- [TRY IT]
From the line containing "9px,124px 9px,131px 29px,91px" through the last line of the entries, set down every line exactly and add nothing.

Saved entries
┌────────
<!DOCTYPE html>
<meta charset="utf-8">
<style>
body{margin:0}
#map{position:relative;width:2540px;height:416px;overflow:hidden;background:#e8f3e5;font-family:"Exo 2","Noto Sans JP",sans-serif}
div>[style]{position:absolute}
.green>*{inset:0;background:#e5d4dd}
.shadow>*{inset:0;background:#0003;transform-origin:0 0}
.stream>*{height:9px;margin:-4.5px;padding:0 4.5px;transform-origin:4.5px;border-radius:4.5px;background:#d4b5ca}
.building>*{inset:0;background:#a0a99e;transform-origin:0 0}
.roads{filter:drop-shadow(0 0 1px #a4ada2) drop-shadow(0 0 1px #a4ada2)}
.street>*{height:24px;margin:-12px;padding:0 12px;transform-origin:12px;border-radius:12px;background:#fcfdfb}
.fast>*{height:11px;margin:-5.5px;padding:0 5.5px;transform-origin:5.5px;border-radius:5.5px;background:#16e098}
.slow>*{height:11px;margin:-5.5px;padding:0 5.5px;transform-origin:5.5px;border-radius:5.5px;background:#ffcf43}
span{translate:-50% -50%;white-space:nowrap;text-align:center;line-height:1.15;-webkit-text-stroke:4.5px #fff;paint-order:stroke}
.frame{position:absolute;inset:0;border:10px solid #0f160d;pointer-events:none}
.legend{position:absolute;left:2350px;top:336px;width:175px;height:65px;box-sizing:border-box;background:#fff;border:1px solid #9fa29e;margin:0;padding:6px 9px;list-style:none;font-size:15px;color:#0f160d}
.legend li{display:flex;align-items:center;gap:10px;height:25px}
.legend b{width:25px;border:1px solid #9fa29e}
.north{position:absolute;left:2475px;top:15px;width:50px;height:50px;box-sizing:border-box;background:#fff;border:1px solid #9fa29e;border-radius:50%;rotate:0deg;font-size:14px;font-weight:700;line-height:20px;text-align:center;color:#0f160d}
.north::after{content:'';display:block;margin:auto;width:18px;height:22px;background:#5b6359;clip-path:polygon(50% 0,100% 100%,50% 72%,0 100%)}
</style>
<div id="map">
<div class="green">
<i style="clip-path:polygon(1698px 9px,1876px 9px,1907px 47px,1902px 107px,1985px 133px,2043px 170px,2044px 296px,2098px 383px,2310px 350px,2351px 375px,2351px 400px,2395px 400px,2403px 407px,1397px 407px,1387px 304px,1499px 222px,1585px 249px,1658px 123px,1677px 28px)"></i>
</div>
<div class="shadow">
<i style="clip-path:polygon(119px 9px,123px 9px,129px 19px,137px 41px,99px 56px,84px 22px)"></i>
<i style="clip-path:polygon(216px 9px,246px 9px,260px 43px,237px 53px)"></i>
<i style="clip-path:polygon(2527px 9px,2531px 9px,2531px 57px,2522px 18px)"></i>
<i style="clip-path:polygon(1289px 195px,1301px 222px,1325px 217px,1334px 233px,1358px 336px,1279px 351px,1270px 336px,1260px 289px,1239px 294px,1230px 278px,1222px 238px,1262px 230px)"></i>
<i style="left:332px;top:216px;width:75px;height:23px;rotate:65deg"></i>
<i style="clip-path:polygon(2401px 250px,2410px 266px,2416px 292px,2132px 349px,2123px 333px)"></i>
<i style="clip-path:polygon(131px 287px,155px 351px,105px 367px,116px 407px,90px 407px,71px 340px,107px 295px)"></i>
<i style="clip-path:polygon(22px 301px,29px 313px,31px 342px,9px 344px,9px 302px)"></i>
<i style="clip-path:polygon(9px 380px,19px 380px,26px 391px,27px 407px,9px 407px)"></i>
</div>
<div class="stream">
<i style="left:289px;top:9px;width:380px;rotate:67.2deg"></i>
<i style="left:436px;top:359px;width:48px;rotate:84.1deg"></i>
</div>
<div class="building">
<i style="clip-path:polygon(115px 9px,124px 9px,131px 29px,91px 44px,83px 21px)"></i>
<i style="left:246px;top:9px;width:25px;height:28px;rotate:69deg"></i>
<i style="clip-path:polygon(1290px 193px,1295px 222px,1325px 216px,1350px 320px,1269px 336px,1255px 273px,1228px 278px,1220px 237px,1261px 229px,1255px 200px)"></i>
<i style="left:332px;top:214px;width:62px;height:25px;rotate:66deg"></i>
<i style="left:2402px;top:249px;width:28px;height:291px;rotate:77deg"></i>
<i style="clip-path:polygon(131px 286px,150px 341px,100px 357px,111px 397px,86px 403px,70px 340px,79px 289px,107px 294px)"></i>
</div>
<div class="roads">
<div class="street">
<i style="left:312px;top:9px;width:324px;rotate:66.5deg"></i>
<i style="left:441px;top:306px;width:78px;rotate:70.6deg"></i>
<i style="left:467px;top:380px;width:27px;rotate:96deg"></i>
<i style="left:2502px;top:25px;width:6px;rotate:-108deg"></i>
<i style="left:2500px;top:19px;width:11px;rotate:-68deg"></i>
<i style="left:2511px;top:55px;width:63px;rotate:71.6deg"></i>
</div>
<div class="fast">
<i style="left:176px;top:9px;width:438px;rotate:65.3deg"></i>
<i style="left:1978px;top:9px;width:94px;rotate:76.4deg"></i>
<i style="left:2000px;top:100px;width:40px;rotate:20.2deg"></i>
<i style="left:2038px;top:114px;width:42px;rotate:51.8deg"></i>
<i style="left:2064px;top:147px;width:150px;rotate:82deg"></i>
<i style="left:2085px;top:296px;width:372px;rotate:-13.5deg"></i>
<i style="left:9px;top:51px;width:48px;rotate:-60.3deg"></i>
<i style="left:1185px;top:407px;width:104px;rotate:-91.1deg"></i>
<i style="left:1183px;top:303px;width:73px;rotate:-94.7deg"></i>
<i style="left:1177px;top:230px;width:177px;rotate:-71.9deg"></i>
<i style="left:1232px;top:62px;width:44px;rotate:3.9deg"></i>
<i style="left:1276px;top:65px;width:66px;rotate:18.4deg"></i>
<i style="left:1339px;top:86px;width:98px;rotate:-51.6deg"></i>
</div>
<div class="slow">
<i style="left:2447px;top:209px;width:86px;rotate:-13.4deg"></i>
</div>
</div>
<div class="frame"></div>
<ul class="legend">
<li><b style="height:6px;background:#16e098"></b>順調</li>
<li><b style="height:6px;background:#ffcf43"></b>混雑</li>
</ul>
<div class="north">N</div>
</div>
└────────
- [COMPLETED TASK]
<i style="clip-path:polygon(115px 9px,124px 9px,131px 29px,91px 44px,83px 21px)"></i>
<i style="left:246px;top:9px;width:25px;height:28px;rotate:69deg"></i>
<i style="clip-path:polygon(1290px 193px,1295px 222px,1325px 216px,1350px 320px,1269px 336px,1255px 273px,1228px 278px,1220px 237px,1261px 229px,1255px 200px)"></i>
<i style="left:332px;top:214px;width:62px;height:25px;rotate:66deg"></i>
<i style="left:2402px;top:249px;width:28px;height:291px;rotate:77deg"></i>
<i style="clip-path:polygon(131px 286px,150px 341px,100px 357px,111px 397px,86px 403px,70px 340px,79px 289px,107px 294px)"></i>
</div>
<div class="roads">
<div class="street">
<i style="left:312px;top:9px;width:324px;rotate:66.5deg"></i>
<i style="left:441px;top:306px;width:78px;rotate:70.6deg"></i>
<i style="left:467px;top:380px;width:27px;rotate:96deg"></i>
<i style="left:2502px;top:25px;width:6px;rotate:-108deg"></i>
<i style="left:2500px;top:19px;width:11px;rotate:-68deg"></i>
<i style="left:2511px;top:55px;width:63px;rotate:71.6deg"></i>
</div>
<div class="fast">
<i style="left:176px;top:9px;width:438px;rotate:65.3deg"></i>
<i style="left:1978px;top:9px;width:94px;rotate:76.4deg"></i>
<i style="left:2000px;top:100px;width:40px;rotate:20.2deg"></i>
<i style="left:2038px;top:114px;width:42px;rotate:51.8deg"></i>
<i style="left:2064px;top:147px;width:150px;rotate:82deg"></i>
<i style="left:2085px;top:296px;width:372px;rotate:-13.5deg"></i>
<i style="left:9px;top:51px;width:48px;rotate:-60.3deg"></i>
<i style="left:1185px;top:407px;width:104px;rotate:-91.1deg"></i>
<i style="left:1183px;top:303px;width:73px;rotate:-94.7deg"></i>
<i style="left:1177px;top:230px;width:177px;rotate:-71.9deg"></i>
<i style="left:1232px;top:62px;width:44px;rotate:3.9deg"></i>
<i style="left:1276px;top:65px;width:66px;rotate:18.4deg"></i>
<i style="left:1339px;top:86px;width:98px;rotate:-51.6deg"></i>
</div>
<div class="slow">
<i style="left:2447px;top:209px;width:86px;rotate:-13.4deg"></i>
</div>
</div>
<div class="frame"></div>
<ul class="legend">
<li><b style="height:6px;background:#16e098"></b>順調</li>
<li><b style="height:6px;background:#ffcf43"></b>混雑</li>
</ul>
<div class="north">N</div>
</div>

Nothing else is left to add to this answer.